GIVEN INFORMATION: Begin
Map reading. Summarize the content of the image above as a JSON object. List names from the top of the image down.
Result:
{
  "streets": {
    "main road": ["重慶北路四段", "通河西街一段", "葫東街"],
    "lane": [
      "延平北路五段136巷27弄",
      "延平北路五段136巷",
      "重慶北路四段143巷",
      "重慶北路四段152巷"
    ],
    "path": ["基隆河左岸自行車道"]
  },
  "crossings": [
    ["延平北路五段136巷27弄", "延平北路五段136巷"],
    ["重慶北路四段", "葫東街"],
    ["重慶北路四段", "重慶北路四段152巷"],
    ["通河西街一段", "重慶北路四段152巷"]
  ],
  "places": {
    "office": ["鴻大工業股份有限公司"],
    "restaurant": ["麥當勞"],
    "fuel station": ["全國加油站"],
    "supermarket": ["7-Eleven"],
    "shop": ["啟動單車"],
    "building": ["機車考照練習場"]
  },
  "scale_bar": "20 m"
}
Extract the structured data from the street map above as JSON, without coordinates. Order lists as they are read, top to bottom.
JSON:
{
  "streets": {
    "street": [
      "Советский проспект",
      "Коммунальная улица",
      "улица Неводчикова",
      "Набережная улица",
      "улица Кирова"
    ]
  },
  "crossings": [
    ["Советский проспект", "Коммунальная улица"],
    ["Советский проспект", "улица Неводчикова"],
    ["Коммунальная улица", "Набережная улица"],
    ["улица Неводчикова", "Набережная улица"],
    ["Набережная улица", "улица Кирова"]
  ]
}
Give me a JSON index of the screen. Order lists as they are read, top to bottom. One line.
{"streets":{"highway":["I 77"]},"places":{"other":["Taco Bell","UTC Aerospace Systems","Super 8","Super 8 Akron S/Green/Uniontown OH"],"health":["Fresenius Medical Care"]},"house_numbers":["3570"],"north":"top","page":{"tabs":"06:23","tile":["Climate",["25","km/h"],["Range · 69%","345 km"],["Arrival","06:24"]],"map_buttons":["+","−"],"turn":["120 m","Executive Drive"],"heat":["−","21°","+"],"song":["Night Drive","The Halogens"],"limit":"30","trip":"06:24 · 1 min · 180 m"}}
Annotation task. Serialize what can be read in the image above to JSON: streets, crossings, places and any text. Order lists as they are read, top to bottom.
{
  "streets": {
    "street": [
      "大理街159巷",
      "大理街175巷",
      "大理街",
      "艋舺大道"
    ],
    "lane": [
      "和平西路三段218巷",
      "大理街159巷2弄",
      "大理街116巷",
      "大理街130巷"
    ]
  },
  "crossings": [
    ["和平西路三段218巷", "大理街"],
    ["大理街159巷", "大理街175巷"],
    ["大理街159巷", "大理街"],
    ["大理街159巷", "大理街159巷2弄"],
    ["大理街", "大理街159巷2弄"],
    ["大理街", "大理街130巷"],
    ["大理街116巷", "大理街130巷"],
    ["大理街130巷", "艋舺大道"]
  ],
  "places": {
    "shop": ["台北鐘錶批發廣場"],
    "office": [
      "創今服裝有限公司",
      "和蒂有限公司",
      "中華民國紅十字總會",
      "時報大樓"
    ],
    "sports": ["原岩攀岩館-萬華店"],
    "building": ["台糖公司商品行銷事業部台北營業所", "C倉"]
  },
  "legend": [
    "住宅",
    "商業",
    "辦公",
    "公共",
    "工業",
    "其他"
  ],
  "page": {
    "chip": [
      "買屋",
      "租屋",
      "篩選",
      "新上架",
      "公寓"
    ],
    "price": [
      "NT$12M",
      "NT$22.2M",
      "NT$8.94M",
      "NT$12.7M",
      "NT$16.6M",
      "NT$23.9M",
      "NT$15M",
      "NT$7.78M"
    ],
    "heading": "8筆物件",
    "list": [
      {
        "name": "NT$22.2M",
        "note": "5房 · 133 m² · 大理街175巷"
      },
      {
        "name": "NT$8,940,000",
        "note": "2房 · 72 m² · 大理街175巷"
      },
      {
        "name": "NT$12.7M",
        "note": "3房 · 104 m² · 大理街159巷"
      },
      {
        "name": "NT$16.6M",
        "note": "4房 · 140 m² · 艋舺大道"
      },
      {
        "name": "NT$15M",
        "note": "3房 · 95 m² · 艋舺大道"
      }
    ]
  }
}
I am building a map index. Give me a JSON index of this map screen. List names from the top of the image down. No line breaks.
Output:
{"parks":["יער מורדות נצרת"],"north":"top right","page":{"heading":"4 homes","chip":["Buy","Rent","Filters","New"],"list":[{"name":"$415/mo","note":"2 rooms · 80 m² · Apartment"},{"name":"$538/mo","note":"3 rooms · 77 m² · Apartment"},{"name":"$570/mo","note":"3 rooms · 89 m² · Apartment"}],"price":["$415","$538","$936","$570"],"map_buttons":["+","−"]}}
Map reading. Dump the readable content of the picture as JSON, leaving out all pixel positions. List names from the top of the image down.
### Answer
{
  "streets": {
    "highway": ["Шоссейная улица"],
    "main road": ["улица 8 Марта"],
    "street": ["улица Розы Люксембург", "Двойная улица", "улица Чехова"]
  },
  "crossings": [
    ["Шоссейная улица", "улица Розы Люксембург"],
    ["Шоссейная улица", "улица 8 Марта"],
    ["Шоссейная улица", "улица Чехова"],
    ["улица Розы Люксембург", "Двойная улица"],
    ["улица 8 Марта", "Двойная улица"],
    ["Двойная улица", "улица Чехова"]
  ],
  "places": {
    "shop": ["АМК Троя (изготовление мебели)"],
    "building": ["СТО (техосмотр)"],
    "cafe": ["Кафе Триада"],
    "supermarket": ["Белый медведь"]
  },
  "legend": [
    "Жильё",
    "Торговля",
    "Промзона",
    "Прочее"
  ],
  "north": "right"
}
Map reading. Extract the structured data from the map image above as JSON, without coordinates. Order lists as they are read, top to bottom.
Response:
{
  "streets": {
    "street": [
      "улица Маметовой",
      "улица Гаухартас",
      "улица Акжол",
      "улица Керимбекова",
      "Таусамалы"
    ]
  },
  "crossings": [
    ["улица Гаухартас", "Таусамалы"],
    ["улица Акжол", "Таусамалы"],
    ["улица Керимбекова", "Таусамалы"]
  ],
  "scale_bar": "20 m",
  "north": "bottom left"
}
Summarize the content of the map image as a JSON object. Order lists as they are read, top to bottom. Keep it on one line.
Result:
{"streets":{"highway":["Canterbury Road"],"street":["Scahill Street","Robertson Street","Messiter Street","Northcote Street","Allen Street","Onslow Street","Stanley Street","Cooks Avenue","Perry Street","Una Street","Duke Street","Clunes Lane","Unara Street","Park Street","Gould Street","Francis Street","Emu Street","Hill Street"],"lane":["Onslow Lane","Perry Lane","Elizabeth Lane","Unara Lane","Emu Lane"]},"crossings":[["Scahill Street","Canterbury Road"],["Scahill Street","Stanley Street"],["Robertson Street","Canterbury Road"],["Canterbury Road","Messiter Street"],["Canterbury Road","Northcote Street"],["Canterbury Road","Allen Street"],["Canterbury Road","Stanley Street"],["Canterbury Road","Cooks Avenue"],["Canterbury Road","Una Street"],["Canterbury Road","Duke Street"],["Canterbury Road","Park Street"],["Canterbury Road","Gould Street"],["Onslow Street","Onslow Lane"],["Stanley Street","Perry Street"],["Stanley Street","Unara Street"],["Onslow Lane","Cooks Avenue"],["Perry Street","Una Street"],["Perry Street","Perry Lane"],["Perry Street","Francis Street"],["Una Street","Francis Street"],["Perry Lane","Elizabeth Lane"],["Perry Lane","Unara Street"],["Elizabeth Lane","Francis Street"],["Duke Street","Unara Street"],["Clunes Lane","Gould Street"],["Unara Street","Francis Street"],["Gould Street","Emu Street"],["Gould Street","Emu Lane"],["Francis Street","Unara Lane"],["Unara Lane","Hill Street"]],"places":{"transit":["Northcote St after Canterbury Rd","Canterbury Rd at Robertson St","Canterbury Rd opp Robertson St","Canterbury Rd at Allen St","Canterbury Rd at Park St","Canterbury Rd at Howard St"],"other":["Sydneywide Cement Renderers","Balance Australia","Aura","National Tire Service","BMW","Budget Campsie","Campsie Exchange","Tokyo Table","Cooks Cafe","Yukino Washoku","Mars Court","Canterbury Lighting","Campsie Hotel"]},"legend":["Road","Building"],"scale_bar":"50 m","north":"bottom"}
GIVEN INFORMATION: End
THE PROBLEM: Using the listing above, work out how many lines include the word "Кирова", and report that number alone.

OUTPUT OF THE TASK: 2